Digital Twin — FPGA Mismatch Simulation¶
Simulate FPGA hardware imperfections during SNN training. Training through these imperfections produces networks that tolerate hardware mismatch at deployment time.
Hardware Imperfection Model¶
Real FPGA implementations suffer from:
| Imperfection | Source | Typical Magnitude |
|---|---|---|
| Q8.8 quantization | Fixed-point arithmetic | Step = 1/256 |
| Weight perturbation | Process variation in LUT/BRAM | CV ≈ 2% |
| Threshold mismatch | Per-neuron comparator variation | CV ≈ 5% |
| Clock jitter | PLL/oscillator noise | ±1% period |
| Routing delay | Path-dependent timing skew | Clipped to ±10% |
Calibrated against published data: ~20% coefficient of variation for analog mixed-signal neuromorphic processors. Digital FPGAs have lower variation (~1-5%) but Q8.8 quantization is the dominant error source.
Components¶
FPGAMismatchModel— Wraps weight matrices and neuron parameters with hardware imperfections.

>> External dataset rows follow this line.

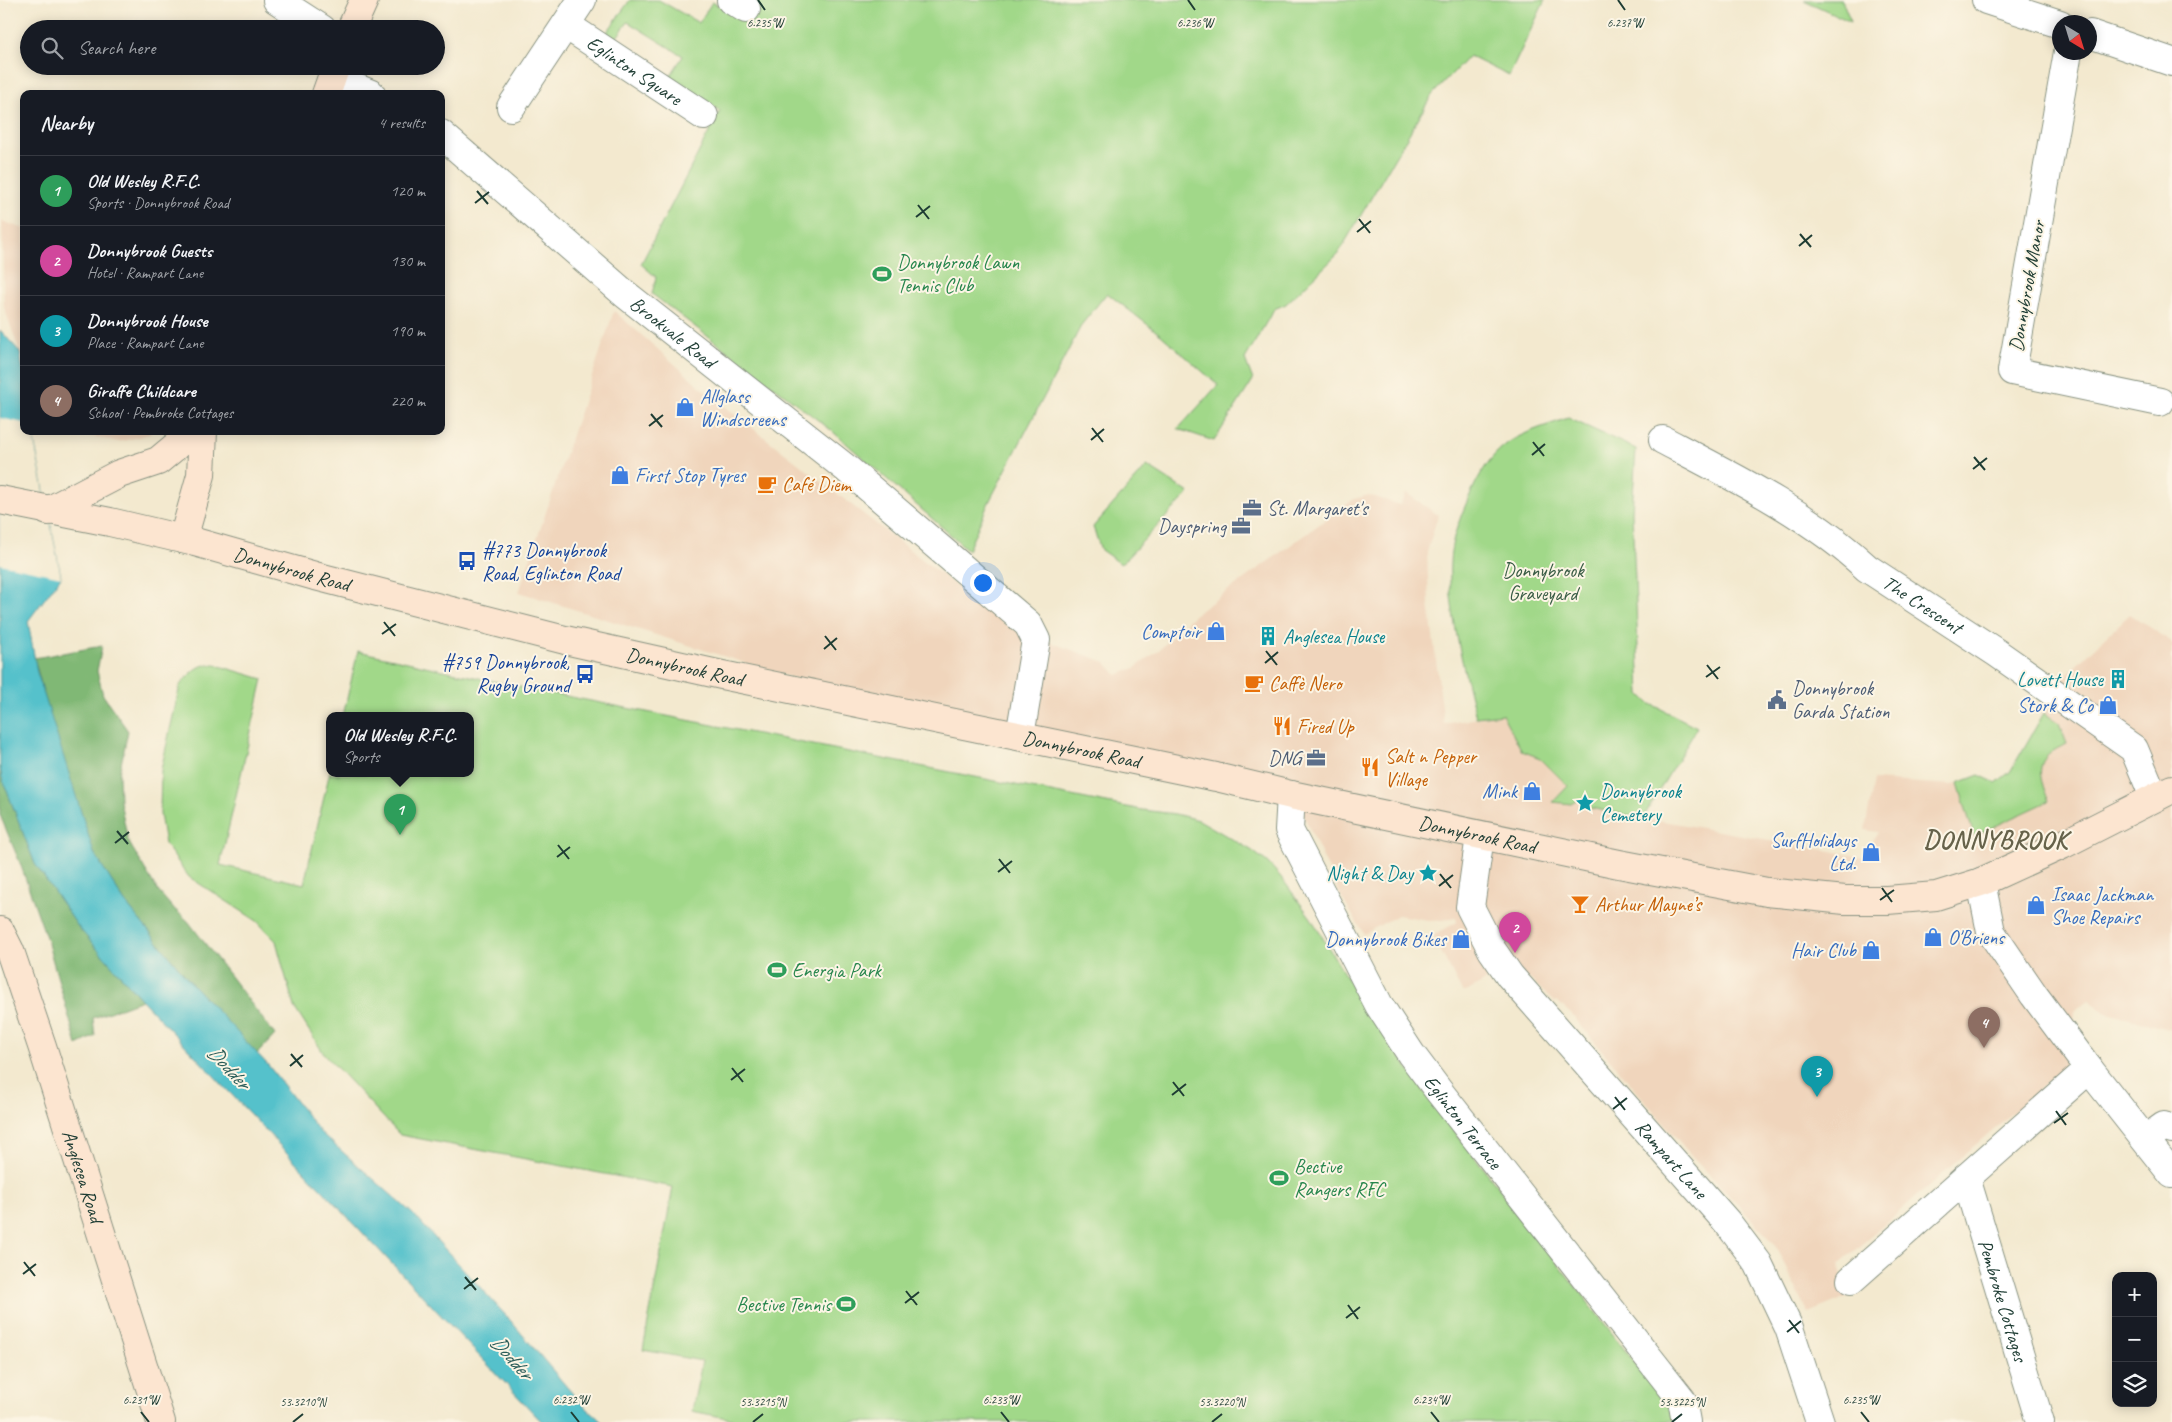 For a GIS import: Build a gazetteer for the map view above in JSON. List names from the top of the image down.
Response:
{
  "streets": {
    "main road": ["Donnybrook Road", "Anglesea Road"],
    "street": [
      "Eglinton Square",
      "Donnybrook Manor",
      "Brookvale Road",
      "The Crescent",
      "Eglinton Terrace",
      "Rampart Lane",
      "Pembroke Cottages"
    ]
  },
  "crossings": [
    ["Brookvale Road", "Donnybrook Road"],
    ["Donnybrook Road", "The Crescent"],
    ["Donnybrook Road", "Eglinton Terrace"],
    ["Donnybrook Road", "Rampart Lane"]
  ],
  "districts": ["DONNYBROOK"],
  "water": ["Dodder"],
  "parks": ["Donnybrook Graveyard"],
  "places": {
    "sports": [
      "Donnybrook Lawn Tennis Club",
      "Energia Park",
      "Bective Rangers RFC",
      "Bective Tennis"
    ],
    "shop": [
      "Allglass Windscreens",
      "First Stop Tyres",
      "Comptoir",
      "Stork & Co",
      "Mink",
      "SurfHolidays Ltd.",
      "Isaac Jackman Shoe Repairs",
      "O'Briens",
      "Donnybrook Bikes",
      "Hair Club"
    ],
    "cafe": ["Café Diem", "Caffè Nero"],
    "office": ["St. Margaret's", "Dayspring", "DNG"],
    "bus stop": ["#773 Donnybrook Road, Eglinton Road", "#759 Donnybrook, Rugby Ground"],
    "building": ["Anglesea House", "Lovett House"],
    "public building": ["Donnybrook Garda Station"],
    "restaurant": ["Fired Up", "Salt n Pepper Village"],
    "place": ["Donnybrook Cemetery", "Night & Day"],
    "bar": ["Arthur Mayne’s"]
  },
  "north": "bottom right",
  "page": {
    "search": "Search here",
    "heading": ["Nearby", "4 results"],
    "list": [
      {
        "mark": "1",
        "name": "Old Wesley R.F.C.",
        "note": "Sports · Donnybrook Road",
        "value": "120 m"
      },
      {
        "mark": "2",
        "name": "Donnybrook Guests",
        "note": "Hotel · Rampart Lane",
        "value": "130 m"
      },
      {
        "mark": "3",
        "name": "Donnybrook House",
        "note": "Place · Rampart Lane",
        "value": "190 m"
      },
      {
        "mark": "4",
        "name": "Giraffe Childcare",
        "note": "School · Pembroke Cottages",
        "value": "220 m"
      }
    ],
    "popup": ["Old Wesley R.F.C.", "Sports"],
    "pins": [
      "1",
      "2",
      "4",
      "3"
    ],
    "map_buttons": ["+", "−"]
  },
  "coordinates": [
    "6.235°W",
    "6.236°W",
    "6.237°W",
    "6.231°W",
    "6.232°W",
    "6.233°W",
    "6.234°W",
    "53.3210°N",
    "53.3215°N",
    "53.3220°N",
    "53.3225°N"
  ]
}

| Parameter | Default | Meaning |
|---|---|---|
quantization_bits |
16 | Fixed-point width (16 = Q8.8) |
weight_cv |
0.02 | Weight perturbation coefficient of variation |
threshold_cv |
0.05 | Per-neuron threshold variation |
clock_jitter_pct |
0.01 | Clock period variation |
seed |
42 | RNG seed for reproducibility |
Methods:
quantize(values)— Apply Q-format quantizationperturb_weights(weights)— Add process variation + quantizeperturb_thresholds(thresholds)— Add per-neuron mismatch + quantizejitter_timing(n_steps)— Generate per-step timing variation (clipped to [0.9, 1.1])apply_to_network_weights(weights)— Apply all imperfections to a list of weight matricesmismatch_report(weights)— Report expected error statistics
Usage¶
from sc_neurocore.digital_twin import FPGAMismatchModel
import numpy as np
model = FPGAMismatchModel(quantization_bits=16, weight_cv=0.02)
# Apply to trained weights
weights = [np.random.randn(64, 32) * 0.1, np.random.randn(10, 64) * 0.1]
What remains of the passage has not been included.